Start of Recorded information

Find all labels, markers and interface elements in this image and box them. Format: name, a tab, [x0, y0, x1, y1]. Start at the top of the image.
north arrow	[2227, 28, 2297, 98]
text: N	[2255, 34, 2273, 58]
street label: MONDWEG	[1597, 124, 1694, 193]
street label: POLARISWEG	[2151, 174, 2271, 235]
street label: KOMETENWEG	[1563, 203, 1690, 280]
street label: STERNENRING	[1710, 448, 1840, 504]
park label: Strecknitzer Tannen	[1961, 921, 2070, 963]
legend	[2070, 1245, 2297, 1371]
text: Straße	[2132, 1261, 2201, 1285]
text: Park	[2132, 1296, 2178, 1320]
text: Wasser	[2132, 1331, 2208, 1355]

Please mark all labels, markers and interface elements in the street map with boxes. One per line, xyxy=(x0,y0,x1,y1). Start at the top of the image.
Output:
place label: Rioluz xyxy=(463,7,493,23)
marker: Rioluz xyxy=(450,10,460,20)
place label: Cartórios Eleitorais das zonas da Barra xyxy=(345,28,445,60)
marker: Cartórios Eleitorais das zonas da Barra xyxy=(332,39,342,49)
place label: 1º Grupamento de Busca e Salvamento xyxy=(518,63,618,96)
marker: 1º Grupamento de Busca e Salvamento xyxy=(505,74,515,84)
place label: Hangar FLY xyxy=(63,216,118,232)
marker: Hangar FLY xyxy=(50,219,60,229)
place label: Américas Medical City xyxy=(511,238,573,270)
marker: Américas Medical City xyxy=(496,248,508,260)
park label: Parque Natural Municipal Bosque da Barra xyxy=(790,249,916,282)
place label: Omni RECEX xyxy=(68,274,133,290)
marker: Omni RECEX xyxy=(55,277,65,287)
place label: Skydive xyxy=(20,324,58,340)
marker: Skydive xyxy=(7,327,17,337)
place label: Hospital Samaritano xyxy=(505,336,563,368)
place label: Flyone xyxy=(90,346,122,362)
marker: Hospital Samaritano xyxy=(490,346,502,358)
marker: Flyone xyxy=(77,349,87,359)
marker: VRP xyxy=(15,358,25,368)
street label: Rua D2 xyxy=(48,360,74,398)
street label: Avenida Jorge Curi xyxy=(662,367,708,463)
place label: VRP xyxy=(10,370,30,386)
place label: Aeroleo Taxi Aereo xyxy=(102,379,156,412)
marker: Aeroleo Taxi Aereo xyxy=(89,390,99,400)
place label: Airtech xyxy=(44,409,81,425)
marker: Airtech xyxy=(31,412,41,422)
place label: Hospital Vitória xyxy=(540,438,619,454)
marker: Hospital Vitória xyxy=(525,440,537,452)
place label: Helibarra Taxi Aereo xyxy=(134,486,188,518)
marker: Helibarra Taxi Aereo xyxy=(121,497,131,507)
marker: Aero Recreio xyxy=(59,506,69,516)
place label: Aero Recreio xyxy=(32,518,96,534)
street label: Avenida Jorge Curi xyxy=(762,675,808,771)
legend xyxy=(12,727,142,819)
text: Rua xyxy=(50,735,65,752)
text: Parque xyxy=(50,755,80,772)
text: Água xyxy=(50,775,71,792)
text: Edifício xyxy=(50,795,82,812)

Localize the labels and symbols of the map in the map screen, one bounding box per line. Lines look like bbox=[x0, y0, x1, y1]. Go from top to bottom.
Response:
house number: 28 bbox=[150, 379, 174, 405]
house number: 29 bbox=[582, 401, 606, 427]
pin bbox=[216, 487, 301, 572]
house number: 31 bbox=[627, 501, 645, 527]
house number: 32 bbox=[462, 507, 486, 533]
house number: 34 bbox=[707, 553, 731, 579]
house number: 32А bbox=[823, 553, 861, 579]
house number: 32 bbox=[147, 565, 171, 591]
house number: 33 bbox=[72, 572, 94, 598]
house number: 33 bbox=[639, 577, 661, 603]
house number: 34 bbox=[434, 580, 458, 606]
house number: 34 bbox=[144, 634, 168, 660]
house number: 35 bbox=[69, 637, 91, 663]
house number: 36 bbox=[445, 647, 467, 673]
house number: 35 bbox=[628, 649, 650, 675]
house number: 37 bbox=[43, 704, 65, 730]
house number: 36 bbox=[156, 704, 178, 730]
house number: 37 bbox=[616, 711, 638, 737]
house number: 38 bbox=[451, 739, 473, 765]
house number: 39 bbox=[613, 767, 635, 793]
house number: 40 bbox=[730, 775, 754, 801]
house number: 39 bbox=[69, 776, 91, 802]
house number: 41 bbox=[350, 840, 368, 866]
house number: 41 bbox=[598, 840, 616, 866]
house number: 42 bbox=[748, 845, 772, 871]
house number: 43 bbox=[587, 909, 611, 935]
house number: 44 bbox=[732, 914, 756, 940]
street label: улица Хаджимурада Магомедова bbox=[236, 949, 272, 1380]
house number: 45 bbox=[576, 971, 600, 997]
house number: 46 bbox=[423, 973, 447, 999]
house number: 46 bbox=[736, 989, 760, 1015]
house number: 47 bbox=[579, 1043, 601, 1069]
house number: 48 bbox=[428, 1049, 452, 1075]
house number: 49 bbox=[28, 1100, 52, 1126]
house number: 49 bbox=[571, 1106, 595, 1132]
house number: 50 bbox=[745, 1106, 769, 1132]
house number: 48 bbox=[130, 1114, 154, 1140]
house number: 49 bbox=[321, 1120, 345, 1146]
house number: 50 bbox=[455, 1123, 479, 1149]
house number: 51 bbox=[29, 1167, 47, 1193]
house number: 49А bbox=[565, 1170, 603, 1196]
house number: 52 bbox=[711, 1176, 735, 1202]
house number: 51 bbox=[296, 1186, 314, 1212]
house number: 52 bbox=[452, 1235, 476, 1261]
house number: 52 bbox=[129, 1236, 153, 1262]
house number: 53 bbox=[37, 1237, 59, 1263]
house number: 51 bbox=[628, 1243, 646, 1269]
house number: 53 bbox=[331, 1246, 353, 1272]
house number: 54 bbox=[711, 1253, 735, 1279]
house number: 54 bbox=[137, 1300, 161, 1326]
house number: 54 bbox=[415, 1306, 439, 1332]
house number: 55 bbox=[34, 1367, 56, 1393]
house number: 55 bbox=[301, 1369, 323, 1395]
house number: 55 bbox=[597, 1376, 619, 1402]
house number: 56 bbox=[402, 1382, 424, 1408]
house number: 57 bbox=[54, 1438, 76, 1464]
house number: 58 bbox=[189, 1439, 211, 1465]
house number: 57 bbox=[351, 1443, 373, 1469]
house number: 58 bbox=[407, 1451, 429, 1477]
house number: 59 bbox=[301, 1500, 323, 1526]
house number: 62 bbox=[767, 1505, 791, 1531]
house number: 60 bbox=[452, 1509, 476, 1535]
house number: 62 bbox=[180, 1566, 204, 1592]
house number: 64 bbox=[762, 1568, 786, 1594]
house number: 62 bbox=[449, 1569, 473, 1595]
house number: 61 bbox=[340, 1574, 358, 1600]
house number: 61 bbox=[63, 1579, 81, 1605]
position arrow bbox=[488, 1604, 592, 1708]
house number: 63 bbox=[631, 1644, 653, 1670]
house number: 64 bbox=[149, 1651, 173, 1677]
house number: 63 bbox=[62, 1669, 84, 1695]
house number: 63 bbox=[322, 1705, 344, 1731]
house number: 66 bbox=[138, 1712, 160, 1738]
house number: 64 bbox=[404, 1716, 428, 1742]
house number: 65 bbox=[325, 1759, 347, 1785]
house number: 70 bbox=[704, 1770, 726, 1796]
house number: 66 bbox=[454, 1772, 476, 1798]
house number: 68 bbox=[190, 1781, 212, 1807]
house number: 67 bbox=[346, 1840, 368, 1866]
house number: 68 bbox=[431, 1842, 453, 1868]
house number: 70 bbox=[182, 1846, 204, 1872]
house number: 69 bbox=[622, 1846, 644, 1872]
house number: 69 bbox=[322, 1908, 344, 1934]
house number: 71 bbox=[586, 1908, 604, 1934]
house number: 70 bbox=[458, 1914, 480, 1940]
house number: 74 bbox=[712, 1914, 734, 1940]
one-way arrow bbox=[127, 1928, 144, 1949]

End of Recorded information

### [Instructions for the task]
Beginning at the opening line of the data, transcribe each line exactly until you reach the line with "Please mark all", which you also include, and go no further.

### [Result]
Find all labels, markers and interface elements in this image and box them. Format: name, a tab, [x0, y0, x1, y1]. Start at the top of the image.
north arrow	[2227, 28, 2297, 98]
text: N	[2255, 34, 2273, 58]
street label: MONDWEG	[1597, 124, 1694, 193]
street label: POLARISWEG	[2151, 174, 2271, 235]
street label: KOMETENWEG	[1563, 203, 1690, 280]
street label: STERNENRING	[1710, 448, 1840, 504]
park label: Strecknitzer Tannen	[1961, 921, 2070, 963]
legend	[2070, 1245, 2297, 1371]
text: Straße	[2132, 1261, 2201, 1285]
text: Park	[2132, 1296, 2178, 1320]
text: Wasser	[2132, 1331, 2208, 1355]

Please mark all labels, markers and interface elements in the street map with boxes. One per line, xyxy=(x0,y0,x1,y1). Start at the top of the image.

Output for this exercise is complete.